HINDCASTING SPATIAL AND TEMPORAL PATTERNS IN POST-WILDFIRE EROSION ACROSS CALIFORNIA

Global climate change is already impacting California’s hydroclimate via compression of the rainy season and an increased frequency of hydrologic extremes. The western US has also seen a twofold increase in the number of fires and a fourfold increase in median annual area burned in recent decades. Post-wildfire studies reveal that fire greatly facilitates erosion via changes to vegetation and soil properties, with extreme erosion observed when extreme rainfall follows wildfire. This suggests that the spatial and temporal patterns of post-wildfire erosion across the state may carry signatures of global climate change, with potential impacts to water resources, aquatic and riparian ecosystems, and near-shore environments. To quantify the potential impacts of post-wildfire erosion across California, we used the process-based model, Water Erosion Prediction Project (WEPP), to simulate post-fire erosion in watersheds impacted by wildfires greater than 100 km² in the time period 1984-2021 for a total of 201 fires and ~21,500 watersheds.

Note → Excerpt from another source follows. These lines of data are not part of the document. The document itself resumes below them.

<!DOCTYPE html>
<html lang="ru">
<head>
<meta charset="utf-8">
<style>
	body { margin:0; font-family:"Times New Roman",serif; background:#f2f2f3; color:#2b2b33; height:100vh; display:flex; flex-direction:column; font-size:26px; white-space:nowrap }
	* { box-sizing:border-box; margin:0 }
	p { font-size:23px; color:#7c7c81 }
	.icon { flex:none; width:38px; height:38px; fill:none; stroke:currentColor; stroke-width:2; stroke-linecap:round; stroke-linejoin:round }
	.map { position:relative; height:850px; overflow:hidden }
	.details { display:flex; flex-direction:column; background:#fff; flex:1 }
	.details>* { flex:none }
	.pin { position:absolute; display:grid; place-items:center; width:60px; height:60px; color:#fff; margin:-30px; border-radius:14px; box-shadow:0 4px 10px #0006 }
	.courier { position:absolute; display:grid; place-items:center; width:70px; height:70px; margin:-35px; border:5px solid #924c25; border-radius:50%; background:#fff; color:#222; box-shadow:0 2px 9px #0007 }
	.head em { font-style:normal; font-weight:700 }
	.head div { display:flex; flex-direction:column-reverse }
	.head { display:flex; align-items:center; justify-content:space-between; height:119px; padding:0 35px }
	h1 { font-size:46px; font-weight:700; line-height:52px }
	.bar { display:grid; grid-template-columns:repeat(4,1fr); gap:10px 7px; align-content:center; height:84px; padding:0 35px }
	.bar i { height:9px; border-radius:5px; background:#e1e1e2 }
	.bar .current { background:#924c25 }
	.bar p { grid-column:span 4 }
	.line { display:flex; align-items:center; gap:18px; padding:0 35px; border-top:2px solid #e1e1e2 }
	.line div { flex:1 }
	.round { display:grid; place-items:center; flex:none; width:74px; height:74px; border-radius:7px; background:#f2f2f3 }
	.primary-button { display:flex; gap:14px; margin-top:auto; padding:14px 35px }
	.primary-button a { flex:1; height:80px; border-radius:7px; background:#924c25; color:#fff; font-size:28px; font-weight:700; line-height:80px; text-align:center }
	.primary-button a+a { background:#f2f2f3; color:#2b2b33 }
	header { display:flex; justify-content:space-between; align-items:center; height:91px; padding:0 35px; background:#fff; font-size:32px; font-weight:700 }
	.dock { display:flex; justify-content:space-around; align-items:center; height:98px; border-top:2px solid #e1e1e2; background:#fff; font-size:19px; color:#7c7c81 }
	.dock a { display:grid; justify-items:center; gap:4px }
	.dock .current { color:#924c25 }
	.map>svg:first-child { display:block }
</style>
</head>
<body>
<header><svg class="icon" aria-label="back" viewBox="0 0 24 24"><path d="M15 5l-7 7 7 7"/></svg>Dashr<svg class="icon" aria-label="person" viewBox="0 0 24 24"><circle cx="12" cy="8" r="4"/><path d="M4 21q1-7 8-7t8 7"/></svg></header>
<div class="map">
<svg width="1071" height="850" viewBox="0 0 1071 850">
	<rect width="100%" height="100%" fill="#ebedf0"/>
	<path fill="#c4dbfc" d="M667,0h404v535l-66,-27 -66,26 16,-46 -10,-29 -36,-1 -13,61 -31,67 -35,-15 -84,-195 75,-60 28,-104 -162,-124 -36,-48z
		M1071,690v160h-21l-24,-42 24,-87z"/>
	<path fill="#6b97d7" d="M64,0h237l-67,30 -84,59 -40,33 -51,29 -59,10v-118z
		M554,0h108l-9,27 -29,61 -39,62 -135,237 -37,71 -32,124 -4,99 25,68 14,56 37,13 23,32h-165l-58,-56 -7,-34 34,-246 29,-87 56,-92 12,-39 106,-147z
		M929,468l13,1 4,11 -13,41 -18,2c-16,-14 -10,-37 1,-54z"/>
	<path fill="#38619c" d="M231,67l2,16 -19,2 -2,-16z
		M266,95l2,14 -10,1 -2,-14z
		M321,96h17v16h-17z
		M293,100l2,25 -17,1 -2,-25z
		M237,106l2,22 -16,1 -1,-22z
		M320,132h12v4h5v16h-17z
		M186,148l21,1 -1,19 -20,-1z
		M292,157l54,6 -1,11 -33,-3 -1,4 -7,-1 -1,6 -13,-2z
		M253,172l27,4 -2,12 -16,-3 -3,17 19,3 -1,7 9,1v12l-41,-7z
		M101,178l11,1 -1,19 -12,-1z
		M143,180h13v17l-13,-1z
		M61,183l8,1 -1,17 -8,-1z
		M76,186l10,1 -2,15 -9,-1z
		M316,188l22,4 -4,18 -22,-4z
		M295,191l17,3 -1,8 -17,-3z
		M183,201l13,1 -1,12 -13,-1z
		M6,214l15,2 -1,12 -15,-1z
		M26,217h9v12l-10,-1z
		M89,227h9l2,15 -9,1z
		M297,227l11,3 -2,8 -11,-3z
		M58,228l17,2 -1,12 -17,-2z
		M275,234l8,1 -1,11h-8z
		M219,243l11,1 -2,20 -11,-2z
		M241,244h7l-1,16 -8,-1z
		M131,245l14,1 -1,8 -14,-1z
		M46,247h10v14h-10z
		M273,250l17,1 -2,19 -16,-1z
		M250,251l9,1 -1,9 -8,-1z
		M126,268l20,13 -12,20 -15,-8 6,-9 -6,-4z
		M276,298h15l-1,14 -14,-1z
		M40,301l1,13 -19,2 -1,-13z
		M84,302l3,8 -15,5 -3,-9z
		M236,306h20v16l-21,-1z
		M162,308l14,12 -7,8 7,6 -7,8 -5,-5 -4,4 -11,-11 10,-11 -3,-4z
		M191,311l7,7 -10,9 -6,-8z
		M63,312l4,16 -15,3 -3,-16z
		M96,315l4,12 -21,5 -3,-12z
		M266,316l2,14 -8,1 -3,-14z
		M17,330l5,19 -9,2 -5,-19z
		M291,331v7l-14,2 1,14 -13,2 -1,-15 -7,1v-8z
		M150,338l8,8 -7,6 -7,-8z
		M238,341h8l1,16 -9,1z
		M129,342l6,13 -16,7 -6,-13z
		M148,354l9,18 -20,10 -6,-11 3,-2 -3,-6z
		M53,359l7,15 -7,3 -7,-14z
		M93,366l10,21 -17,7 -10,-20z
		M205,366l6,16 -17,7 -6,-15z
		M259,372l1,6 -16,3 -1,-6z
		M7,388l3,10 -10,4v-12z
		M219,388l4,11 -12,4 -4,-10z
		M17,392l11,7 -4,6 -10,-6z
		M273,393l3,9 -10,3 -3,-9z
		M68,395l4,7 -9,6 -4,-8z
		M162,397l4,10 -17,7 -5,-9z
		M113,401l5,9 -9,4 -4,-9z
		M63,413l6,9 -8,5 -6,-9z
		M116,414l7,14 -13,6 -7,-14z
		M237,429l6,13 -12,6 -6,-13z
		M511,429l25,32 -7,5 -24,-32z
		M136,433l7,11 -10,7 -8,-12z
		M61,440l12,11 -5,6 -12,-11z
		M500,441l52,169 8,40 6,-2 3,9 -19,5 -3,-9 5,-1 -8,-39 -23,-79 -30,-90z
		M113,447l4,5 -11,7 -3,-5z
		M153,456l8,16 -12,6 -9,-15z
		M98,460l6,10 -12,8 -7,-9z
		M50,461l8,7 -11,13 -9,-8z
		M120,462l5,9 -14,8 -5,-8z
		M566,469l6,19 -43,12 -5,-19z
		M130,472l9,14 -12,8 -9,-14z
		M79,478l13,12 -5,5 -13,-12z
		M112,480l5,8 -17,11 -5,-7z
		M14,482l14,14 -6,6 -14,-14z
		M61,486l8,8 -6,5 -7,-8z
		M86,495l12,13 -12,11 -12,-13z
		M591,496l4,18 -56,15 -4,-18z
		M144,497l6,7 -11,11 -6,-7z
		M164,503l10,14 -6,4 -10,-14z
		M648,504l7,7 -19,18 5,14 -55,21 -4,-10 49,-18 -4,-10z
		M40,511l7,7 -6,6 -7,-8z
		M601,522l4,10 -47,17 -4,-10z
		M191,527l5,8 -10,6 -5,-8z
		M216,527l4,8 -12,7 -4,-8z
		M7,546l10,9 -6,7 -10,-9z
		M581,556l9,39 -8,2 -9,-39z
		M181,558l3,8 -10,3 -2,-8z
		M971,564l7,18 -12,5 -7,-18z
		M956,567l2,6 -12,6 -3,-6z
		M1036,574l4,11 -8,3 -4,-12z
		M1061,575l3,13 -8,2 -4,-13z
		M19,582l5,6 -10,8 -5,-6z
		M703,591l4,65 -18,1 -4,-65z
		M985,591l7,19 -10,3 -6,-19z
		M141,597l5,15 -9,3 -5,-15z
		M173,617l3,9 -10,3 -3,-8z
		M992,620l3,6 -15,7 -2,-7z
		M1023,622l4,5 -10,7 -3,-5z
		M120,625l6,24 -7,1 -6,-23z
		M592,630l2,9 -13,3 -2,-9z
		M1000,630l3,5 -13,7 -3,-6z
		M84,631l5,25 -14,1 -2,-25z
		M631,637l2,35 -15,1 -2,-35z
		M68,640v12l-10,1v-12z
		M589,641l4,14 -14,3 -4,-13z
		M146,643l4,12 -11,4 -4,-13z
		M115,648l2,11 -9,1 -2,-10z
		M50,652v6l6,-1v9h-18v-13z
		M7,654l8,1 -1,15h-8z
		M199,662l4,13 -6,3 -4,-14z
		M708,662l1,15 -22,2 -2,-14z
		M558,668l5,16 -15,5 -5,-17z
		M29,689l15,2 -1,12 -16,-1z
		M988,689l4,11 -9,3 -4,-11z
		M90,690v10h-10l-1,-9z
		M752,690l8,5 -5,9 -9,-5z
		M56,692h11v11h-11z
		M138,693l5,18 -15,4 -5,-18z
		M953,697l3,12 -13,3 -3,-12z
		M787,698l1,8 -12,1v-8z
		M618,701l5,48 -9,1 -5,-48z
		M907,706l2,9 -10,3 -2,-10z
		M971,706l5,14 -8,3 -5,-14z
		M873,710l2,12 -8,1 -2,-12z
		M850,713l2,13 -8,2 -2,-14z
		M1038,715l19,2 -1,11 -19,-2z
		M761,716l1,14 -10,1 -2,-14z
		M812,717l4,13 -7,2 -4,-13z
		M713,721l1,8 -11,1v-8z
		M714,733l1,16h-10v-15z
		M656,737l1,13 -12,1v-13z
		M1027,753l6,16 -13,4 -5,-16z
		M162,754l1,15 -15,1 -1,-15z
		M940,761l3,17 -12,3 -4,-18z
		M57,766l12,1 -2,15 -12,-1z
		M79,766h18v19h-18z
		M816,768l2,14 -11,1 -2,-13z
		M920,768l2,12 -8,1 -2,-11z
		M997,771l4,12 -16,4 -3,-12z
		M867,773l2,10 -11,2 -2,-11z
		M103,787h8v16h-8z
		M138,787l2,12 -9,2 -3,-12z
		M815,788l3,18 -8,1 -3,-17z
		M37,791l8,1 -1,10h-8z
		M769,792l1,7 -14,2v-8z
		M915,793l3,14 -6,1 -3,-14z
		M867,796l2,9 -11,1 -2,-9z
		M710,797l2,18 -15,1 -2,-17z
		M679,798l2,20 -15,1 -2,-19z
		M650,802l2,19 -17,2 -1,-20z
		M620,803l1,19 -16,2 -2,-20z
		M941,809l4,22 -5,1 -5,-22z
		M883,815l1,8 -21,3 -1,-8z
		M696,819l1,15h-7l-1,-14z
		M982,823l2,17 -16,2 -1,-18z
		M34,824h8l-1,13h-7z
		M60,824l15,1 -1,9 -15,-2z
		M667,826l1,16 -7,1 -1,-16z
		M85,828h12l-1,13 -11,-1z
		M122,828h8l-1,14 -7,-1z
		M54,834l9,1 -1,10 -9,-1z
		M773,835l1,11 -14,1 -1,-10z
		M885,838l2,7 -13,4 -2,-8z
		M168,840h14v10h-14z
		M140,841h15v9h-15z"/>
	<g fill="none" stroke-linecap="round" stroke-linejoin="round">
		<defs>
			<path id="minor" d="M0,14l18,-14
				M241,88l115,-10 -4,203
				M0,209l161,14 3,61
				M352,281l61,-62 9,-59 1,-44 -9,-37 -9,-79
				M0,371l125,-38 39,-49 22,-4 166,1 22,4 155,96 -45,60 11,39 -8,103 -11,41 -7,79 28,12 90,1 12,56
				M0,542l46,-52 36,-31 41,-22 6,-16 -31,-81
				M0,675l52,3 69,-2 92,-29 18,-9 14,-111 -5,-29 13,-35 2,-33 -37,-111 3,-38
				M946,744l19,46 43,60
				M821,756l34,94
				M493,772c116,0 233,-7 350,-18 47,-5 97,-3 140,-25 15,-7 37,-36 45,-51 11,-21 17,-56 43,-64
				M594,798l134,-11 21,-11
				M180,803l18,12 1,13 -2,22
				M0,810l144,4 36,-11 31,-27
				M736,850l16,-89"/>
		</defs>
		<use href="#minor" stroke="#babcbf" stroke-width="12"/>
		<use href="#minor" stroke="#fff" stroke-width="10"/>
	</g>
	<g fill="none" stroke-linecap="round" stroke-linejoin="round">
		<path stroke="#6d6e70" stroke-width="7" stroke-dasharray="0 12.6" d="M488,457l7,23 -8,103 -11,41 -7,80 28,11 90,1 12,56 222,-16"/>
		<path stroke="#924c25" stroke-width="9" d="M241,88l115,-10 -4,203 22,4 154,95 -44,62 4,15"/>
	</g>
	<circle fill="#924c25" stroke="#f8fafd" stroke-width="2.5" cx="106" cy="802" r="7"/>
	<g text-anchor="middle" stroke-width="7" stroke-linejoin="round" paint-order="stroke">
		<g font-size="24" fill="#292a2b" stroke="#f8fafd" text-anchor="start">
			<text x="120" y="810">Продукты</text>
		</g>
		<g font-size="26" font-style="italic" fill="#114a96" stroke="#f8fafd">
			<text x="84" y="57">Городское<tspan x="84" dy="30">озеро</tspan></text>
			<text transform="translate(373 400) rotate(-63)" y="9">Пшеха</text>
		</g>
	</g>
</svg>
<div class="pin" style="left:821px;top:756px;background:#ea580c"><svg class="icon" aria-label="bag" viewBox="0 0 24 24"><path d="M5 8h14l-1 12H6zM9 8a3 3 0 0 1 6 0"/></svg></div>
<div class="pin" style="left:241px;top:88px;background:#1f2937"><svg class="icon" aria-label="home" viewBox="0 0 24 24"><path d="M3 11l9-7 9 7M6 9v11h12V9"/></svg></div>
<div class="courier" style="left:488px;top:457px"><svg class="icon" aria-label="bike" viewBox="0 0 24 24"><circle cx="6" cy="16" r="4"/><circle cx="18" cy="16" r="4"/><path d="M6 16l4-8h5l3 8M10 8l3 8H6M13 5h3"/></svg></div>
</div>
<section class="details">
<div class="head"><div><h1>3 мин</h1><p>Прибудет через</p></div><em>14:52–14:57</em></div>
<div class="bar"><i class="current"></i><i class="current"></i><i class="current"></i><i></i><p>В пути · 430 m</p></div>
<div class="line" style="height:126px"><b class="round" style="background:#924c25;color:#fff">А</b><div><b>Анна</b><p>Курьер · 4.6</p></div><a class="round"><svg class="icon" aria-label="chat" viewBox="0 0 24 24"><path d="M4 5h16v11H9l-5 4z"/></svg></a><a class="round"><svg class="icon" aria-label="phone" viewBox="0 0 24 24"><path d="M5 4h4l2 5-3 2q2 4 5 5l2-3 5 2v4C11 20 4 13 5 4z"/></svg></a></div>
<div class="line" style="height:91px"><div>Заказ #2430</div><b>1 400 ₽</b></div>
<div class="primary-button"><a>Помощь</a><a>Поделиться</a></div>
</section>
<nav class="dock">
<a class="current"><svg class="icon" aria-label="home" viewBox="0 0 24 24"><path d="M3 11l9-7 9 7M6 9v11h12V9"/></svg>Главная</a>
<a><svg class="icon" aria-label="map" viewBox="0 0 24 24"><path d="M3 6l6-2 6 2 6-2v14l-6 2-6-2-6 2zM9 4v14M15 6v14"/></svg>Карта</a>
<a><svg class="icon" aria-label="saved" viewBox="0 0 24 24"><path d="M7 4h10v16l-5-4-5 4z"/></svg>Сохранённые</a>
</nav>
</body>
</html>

We find that the mass of sediment predicted to erode by the WEPP model correlates strongly with area burned. Inclusion of the standard precipitation index, a metric used for comparing hydrology across climatic regions, strengthens the correlations. From all years modeled (1984-2021), WEPP predicts 9.5 and 4.5 Mt of sediment to have eroded from basins draining into reservoirs from northern and southern CA, respectively, constituting 51% and 68% of the total mass of eroded sediment from each region and reflecting ongoing challenges for water resource security. The distribution of sediment yields (mass/area) is also significantly different between northern and southern California with northern California producing higher yields, with particularly high yields (>2000 t/km²) emerging as outliers in recent years. To account for post-fire debris flows, which are not included in WEPP, we compile measured and estimated debris flow volumes and convert these to mass. Where post-fire debris flows have been documented but no volume measurements exist, we use the USGS Landslide Hazards Program Gartner (2014) model to quantify debris flow volume. Our results provide the first estimates of the magnitude of sediment mass and yields generated statewide by post-fire erosion.